Records provided —
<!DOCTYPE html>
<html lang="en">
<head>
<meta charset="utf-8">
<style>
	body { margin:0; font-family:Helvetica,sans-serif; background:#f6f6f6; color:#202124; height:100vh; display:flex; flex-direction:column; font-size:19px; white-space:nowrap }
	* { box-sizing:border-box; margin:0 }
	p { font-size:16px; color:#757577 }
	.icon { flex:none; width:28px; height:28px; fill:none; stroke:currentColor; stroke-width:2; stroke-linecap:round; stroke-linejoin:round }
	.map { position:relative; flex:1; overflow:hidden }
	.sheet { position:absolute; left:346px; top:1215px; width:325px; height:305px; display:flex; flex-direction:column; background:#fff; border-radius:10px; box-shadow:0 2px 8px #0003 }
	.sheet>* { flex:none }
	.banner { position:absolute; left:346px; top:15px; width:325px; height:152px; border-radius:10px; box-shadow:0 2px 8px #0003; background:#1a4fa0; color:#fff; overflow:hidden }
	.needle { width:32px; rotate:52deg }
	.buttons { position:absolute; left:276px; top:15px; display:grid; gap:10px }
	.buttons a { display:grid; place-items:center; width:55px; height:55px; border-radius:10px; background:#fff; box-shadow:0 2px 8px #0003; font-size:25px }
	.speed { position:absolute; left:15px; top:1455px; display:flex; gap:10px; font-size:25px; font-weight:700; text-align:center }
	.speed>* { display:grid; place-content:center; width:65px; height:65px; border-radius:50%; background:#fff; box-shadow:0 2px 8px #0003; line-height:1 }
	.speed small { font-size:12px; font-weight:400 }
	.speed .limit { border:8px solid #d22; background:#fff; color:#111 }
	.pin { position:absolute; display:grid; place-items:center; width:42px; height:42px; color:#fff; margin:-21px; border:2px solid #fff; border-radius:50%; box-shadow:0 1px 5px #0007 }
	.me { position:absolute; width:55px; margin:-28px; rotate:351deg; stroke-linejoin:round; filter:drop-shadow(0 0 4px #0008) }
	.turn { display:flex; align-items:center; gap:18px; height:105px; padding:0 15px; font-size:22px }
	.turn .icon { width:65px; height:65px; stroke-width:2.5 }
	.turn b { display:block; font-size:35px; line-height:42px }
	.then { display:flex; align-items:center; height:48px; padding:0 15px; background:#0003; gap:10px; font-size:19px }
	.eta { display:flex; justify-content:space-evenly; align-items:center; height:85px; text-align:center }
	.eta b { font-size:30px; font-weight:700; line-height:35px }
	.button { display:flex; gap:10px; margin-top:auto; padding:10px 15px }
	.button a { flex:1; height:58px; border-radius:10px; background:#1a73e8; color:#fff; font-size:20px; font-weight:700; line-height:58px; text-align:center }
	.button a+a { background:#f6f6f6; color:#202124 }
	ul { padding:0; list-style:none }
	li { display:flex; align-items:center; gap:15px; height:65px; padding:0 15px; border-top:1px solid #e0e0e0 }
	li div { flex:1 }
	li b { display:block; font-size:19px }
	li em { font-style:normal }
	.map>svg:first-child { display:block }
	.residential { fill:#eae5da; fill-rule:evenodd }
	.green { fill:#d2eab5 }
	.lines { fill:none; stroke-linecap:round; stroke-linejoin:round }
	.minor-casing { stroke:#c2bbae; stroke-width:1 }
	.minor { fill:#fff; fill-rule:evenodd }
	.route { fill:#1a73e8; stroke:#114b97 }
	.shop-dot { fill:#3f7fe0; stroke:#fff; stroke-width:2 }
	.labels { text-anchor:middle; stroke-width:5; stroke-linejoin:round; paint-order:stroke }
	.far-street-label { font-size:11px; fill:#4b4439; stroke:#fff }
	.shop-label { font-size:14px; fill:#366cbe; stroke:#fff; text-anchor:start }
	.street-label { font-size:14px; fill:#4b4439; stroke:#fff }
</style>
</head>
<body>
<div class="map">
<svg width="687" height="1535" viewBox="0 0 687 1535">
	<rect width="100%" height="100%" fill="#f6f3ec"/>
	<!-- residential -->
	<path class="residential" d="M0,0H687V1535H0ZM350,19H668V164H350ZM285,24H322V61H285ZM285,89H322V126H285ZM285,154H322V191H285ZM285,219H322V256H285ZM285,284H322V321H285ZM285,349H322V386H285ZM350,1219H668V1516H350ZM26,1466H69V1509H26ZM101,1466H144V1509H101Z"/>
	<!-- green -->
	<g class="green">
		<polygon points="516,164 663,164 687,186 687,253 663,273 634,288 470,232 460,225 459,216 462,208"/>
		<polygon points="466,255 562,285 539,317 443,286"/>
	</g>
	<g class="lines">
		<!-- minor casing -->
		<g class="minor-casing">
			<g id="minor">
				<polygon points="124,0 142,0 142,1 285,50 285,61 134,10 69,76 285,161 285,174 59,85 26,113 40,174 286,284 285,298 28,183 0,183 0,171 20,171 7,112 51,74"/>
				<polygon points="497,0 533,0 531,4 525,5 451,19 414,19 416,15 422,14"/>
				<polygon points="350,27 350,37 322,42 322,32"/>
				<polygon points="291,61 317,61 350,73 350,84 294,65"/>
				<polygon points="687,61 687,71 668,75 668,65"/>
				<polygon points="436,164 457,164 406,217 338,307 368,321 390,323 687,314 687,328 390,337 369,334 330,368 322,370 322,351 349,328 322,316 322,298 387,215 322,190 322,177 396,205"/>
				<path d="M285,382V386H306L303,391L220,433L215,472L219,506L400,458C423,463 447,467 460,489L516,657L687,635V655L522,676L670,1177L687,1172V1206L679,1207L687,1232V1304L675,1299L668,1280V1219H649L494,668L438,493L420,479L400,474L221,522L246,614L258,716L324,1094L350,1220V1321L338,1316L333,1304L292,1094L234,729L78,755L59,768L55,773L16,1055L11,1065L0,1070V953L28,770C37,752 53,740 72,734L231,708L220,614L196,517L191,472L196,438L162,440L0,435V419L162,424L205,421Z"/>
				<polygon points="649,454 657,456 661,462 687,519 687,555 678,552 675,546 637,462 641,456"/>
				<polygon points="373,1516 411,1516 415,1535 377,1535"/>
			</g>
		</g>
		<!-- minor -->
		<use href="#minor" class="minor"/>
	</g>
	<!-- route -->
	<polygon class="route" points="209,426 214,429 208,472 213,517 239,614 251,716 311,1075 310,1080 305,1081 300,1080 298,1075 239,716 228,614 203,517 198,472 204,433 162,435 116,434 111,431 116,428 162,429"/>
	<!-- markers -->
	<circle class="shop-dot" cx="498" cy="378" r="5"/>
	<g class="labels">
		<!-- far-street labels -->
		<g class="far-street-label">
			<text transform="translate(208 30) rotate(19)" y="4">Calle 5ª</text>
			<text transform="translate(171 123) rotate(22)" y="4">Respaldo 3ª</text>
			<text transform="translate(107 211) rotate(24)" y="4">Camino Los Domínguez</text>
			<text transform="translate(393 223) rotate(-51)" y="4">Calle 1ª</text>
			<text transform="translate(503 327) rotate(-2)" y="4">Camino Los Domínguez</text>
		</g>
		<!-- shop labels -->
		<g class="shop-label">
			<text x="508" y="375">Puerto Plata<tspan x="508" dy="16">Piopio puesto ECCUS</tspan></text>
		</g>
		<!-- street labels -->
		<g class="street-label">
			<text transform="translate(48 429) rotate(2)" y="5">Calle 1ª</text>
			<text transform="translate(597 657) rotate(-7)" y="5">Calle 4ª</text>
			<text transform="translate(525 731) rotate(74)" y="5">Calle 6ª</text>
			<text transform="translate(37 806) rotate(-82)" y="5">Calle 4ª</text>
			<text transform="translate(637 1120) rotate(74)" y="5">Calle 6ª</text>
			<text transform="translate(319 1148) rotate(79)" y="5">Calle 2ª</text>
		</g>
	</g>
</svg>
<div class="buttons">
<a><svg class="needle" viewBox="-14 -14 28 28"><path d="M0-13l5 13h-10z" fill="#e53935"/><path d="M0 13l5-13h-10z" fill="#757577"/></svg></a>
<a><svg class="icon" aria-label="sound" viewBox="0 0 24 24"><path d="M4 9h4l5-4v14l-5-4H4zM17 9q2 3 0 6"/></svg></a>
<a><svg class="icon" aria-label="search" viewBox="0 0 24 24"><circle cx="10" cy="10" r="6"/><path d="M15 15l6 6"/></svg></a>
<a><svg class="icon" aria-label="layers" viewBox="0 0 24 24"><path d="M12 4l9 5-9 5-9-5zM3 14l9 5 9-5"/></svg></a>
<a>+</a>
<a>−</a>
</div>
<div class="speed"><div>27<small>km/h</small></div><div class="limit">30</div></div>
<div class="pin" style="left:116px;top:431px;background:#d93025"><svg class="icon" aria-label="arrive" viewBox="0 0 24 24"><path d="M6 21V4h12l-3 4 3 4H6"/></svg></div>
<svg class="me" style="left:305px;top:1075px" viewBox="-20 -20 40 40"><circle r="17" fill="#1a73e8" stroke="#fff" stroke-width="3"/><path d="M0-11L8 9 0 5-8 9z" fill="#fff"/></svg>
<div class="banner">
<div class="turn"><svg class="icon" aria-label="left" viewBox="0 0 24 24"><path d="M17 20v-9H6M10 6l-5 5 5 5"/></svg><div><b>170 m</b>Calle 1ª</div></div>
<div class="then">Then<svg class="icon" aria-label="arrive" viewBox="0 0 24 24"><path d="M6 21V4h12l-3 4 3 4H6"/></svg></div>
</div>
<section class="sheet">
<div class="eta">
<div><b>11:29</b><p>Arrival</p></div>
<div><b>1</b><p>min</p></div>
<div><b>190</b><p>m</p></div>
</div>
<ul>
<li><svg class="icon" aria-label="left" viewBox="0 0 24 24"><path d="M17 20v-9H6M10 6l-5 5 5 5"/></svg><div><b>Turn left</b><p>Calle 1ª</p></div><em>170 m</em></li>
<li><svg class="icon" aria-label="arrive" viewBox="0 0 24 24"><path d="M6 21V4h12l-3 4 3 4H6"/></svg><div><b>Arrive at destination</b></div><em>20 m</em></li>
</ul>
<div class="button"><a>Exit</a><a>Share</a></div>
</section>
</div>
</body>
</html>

Problem details — Copy out each line of the material above, word for word, from the first down to the line containing "margin:0; font-family:Helvetica,sans-serif; background:#f6f6f6;". Add nothing.

Finished exercise —
<!DOCTYPE html>
<html lang="en">
<head>
<meta charset="utf-8">
<style>
	body { margin:0; font-family:Helvetica,sans-serif; background:#f6f6f6; color:#202124; height:100vh; display:flex; flex-direction:column; font-size:19px; white-space:nowrap }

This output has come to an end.